How to choose an owned vs. borrowed struct member

Rust newbie and generally a pointer newbie here, so please excuse if this is obvious.

I am trying to wrap my head around when to appropriately choose a owned vs. a borrowed struct member. Let's make this concrete. Suppose I have a struct like this:

pub struct Endpoint {
    pub uri: String,
    pub methods: Vec<String>, // e.g. "GET", "POST"
}
impl Endpoint {
    pub fn new(uri: String, methods: Vec<String>) -> Endpoint {
        Endpoint {
            uri: normalize_uri(uri),
            methods,
        }
    }
...

The struct may be instantiated from the command line, thus we don't know what the uri is at compile-time. However, when we instantiate it we normalize the uri with a normalize_uri function. I don't expect that the uri will be written to after this. For simpicity's sake, the normalize_uri function looks something like this:

fn normalize_uri(uri: String) -> String {
    let re = Regex::new(r"^/|/$").unwrap();
    re.replace_all(&uri, "").to_string()
}

replace_all returns Cow<'t, str>. As I said I'm not at all experienced in any of this, but I assume replace_all returns this "Cow" to give the caller flexibility as to whether the returned data is owned or borrowed.

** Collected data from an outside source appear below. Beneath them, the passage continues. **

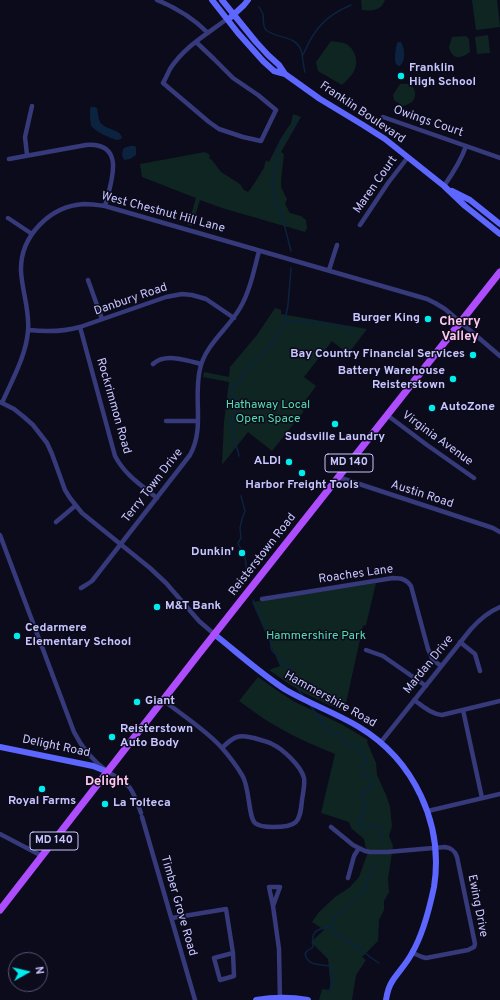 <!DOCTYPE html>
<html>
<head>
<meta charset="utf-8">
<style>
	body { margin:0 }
	#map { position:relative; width:500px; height:1000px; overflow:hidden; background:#0c0b1b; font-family:Overpass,sans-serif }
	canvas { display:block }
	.north { position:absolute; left:8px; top:952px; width:40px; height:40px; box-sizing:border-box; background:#0c0b1b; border:1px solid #575576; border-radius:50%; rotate:82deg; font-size:11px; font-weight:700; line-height:16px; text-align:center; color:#c7c5ff }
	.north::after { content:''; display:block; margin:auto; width:14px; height:18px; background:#01ecef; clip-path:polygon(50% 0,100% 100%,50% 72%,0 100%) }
</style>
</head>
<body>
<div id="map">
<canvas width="500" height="1000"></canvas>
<div class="north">N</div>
</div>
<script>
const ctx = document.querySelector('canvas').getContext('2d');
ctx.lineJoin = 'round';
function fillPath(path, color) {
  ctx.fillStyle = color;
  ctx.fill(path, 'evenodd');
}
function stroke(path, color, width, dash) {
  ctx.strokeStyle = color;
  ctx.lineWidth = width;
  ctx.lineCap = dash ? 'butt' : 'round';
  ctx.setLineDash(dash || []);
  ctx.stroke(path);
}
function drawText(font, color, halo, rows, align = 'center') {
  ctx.font = font + ' Overpass,sans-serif';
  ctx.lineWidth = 3;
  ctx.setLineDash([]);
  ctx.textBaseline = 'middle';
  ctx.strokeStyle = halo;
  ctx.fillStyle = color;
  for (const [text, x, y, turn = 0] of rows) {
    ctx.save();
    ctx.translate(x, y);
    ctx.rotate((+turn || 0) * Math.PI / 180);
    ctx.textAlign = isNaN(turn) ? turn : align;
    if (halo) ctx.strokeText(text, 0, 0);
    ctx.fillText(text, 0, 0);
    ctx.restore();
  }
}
fillPath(new Path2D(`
	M361,0H385C381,11 372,11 362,10Z
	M472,0H497L500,27L476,30Z
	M488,35L490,53L477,54L475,37Z
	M466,36L469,39L470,52C461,59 452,60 449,47L452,37Z
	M331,41C335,42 340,42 344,43C355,47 360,63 353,73C350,77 346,81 342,85L318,71L316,62Z
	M400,84C403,84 407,83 410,85C416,88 417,97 412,102C409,104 406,105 403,106L394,100L393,95Z
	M293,114L301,117L281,152L284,154L281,180V187L287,199L285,204L290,213L301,216L306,220L307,228L305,232L222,208L200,200L192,226L188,225L196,198L142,177L140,164L205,152L210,155L209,158L212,160L221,172L240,184L244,190L248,192L250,190L264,168L266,160L269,162L281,138L291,123Z
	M275,308L281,310V314L367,329L348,354L332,341L304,377L316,386L300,408L304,411L272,451L248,432L222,465L224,422L229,382L203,377L204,372L229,377L230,367L257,335Z
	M376,583L366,625L363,626L344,712L304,693L286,682L269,670L280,666L252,602Z
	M258,677L278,691L293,701L341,724L368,740L367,742L376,763L377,775L386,795L390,807L392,826L389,836L393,846L388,879L389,892L384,901V910L379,920L378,941L362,957L366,960L356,975L352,1000H319L322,989L331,990L328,959L311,942L324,930L312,922L319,912L335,897L349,888L359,877L368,852L366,850L364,839L351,828L349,822L321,813L335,754C316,746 296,738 278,727C264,720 252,710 239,701Z`), '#0e2522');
fillPath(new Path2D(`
	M399,42H401C405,49 406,60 400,66C399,66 398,66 397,65C393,62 396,48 397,43Z
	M91,107H94L97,108C98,113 98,118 100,122C105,130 118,128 122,137L121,139C120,139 119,140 118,140C113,140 92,130 91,125C90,120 90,114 90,109Z
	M131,146H135L136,148V155L130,159L124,160L122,155L123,149L126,147Z`), '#0b233f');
stroke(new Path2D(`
	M259,7C260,9 263,12 263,15C264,20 262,25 266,30C277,39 295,35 301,50C303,57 303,65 305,72
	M303,55C314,29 325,16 351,5
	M291,251L283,220L279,209L275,202L274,197L275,190L273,188L272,183L277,160L278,147L281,142L286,135L292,131L298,118
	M285,321L308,322L338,325L344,327L354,335
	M239,456C238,450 236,445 234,439C233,433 234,427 231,422V419L237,411L239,401L233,398L232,392L234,386L240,382L245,370L261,357L265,350L270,345L278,335L285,321L288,305L291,268
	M241,496L245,511L242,519L240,528L241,538L238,543C240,549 244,552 245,558C247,565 246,573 246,581
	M253,600L270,636L271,641V648L273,652L278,656L283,664L290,667L292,681L303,696
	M310,705L326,728L330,732L338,733L347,744L350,746H355C360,750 364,754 367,761L364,763L363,774L364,776L370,777L373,783L372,786L362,792V795C368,802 362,816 359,823V826L360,828C367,828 368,826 373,825C381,824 383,838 382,843
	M331,925L335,933L358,947L370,957L379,963
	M328,994C332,985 335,975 331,966C321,964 308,967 305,954L307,951L313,947C313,943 312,941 313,937C314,929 322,929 328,927C329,927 333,924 333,924L335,916L347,908L349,904L358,897L365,888L367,885V880L376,864`), '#0b233f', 1.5);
stroke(new Path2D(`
	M157,0C177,8 194,19 208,33
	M196,42L214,59L233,78L258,95L276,110L261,141L243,137L219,129L209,122L163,83C166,78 168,73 170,69C184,47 207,34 227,19
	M383,117L500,158
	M27,155L25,137L32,106
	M9,159L86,145C127,142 111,183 105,206
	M444,186C453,173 461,161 466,146
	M8,218L32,234
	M360,225L388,183L408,157
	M329,270L337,245
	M88,280L102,319
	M80,327L115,456C125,475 141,485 157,498
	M29,330C47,332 62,332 80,327L166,297L182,294L192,295L206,299L234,318
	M153,364C165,353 186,360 201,364
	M0,402L14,409L24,417L33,425L47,443L52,454L65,490L70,498L82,513L150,568L166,583L199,621L214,634
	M2,403C12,380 26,356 28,331C30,311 22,291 21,271C20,236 50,206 84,204C91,204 98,205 105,206L427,299L435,303L445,309L500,356
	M387,415L427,445L474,478
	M166,421H198
	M338,477L493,528L500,532
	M56,522L75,506
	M0,535L74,732C82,748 93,761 107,771C115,777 124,780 130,788C135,795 138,805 141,813
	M81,588L86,585L92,581L190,455C205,428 193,398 200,369C205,345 228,329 240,308C250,291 254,270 259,251
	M262,599L294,594L393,578C401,578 406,579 411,586L428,649L433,660L441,666
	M460,642L475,654L480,671
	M366,650L383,656L426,686
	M163,700C182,715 206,730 222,748C229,756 236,765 242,775C250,787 248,817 255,823C260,827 267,827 273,827C297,827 300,823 302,800C303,793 305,785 304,778C301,766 283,749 272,744C266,741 260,740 254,738C248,737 243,735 237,737C231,739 226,744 222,748
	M414,700C423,706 431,714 442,715L500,701
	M463,710L482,798
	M381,742L471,629C479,620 488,612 500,607
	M428,811L500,794
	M142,817L195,1000
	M331,827L353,845L365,851L370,852H387L445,847C452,848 455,851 457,857L474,939L475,944L474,947L468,950L426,958L422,957L413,953
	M0,834L42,856
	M348,878L354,856L359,848
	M273,906L269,887H280L273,906L279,949L280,1000
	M172,918L226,909L233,953L234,976L220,980L214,958L233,953`), '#36397a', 4.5);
stroke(new Path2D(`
	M212,0L238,33L263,61L274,71L285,74
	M222,0L256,42L268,55L279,65L285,74L320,99L363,125L385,139L444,186L465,206L500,234
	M231,17L244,5L248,0
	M452,191L470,200L500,224
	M214,634C238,653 261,674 286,690C310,704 336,713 359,727C414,760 444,824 434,887C430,906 422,936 412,953C407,963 399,971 393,980C389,986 387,993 386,1000
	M0,747L93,766L108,772
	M256,1000C274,997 291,997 308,1000`), '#5d66fe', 6);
stroke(new Path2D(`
	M0,910L198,655L500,272`), '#ad4dfe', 7);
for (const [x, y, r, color] of [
	[401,76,4,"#01ecef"],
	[428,319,4,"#01ecef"],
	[473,355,4,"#01ecef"],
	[453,379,4,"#01ecef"],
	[432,408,4,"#01ecef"],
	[335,424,4,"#01ecef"],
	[289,462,4,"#01ecef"],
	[302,473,4,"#01ecef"],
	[242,553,4,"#01ecef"],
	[157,607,4,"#01ecef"],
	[17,636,4,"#01ecef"],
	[137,702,4,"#01ecef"],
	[112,737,4,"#01ecef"],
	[42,789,4,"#01ecef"],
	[105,804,4,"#01ecef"]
]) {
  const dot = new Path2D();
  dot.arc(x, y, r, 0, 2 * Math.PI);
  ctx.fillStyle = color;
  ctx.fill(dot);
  stroke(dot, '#0c0b1b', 1.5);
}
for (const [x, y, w] of [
	[349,463,48],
	[54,841,48]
]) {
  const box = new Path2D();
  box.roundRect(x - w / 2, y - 9, w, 18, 3);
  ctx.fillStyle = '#0c0b1b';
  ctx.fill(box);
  stroke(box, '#c7c5ff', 1);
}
drawText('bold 11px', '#c7c5ff', null, [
	["MD 140",349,463],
	["MD 140",54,841]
]);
drawText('bold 12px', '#c7c5ff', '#0c0b1b', [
	["Franklin",409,69],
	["High School",409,83],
	["Burger King",420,319,"right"],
	["Bay Country Financial Services",465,355,"right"],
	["Battery Warehouse",445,372,"right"],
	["Reisterstown",445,386,"right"],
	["AutoZone",440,408],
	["Sudsville Laundry",335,438,"center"],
	["ALDI",281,462,"right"],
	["Harbor Freight Tools",302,486,"center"],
	["Dunkin'",234,553,"right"],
	["M&T Bank",165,607],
	["Cedarmere",25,629],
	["Elementary School",25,643],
	["Giant",145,702],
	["Reisterstown",120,730],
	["Auto Body",120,744],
	["Royal Farms",42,802,"center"],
	["La Tolteca",113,804]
], 'left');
drawText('12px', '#c7c5ff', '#0c0b1b', [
	["Franklin Boulevard",362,113,34],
	["Owings Court",428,122,19],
	["Maren Court",376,185,-55],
	["West Chestnut Hill Lane",163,213,15],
	["Danbury Road",131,300,-19],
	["Rockrimmon Road",113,406,74],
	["Virginia Avenue",437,439,36],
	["Terry Town Drive",153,486,-52],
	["Austin Road",422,495,18],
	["Reisterstown Road",263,555,-52],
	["Roaches Lane",356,575,-8],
	["Mardan Drive",429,665,-51],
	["Hammershire Road",330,700,29],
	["Delight Road",56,747,12],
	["Timber Grove Road",178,906,74],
	["Ewing Drive",477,906,79]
]);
drawText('12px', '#53ddaf', '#0c0b1b', [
	["Hathaway Local",268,406],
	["Open Space",268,420],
	["Hammershire Park",316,637]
]);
drawText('bold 13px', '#ffc7ef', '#0c0b1b', [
	["Cherry",460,322],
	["Valley",460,337],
	["Delight",107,782]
]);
</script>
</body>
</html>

So, now we have a endpoint struct that has a uri member that has to come in as an allocated String, which is passed to a function that calls another function that returns a Cow, which is then allocated again? by calling to_string(). This doesn't seem right to me, nor efficient. Though perhaps there is no extra allocation when to_string is called on a Cow<str>?

Now in this case, extra heap allocations (if there are indeed any) probably don't matter, because the grand majority of time and resources this program will spend will be in network IO, but regardless I am using this as a learning experience so I am curious about best-practices and idiomatic rust. TIA.

1 Like

In general, you should avoid references for anything that will live longer than a few function calls unless you have a specific reason otherwise (benchmark results, safety, etc.)— That tends to be the inflection point where the complexity of handling lifetimes becomes more trouble than it's worth.


In this case, it's the replace_all implementation that chooses: It won't go to the trouble of allocating a new String unless it actually finds something to replace (and maybe a few other situations). If you're don't to keep the result long-term, you can just use the Cow like an &str. If you want to store it for later, you'll usually want to convert it to a String.

Also, in the case of your normalize_uri function, you have to convert it to an owned String: The Cow returned from replace_all potentially refers to the internal buffer of uri, which gets dropped at the end of the function.

1 Like

So for my context, what I have chosen to do is "fine"?

Yes, your current approach is fine. The copying would only really become an issue if the URIs were many kilobytes long, which is rarely the case.

1 Like

First, remember that "references in structs [are] the evil-hardmode of Rust that will ruin your day.".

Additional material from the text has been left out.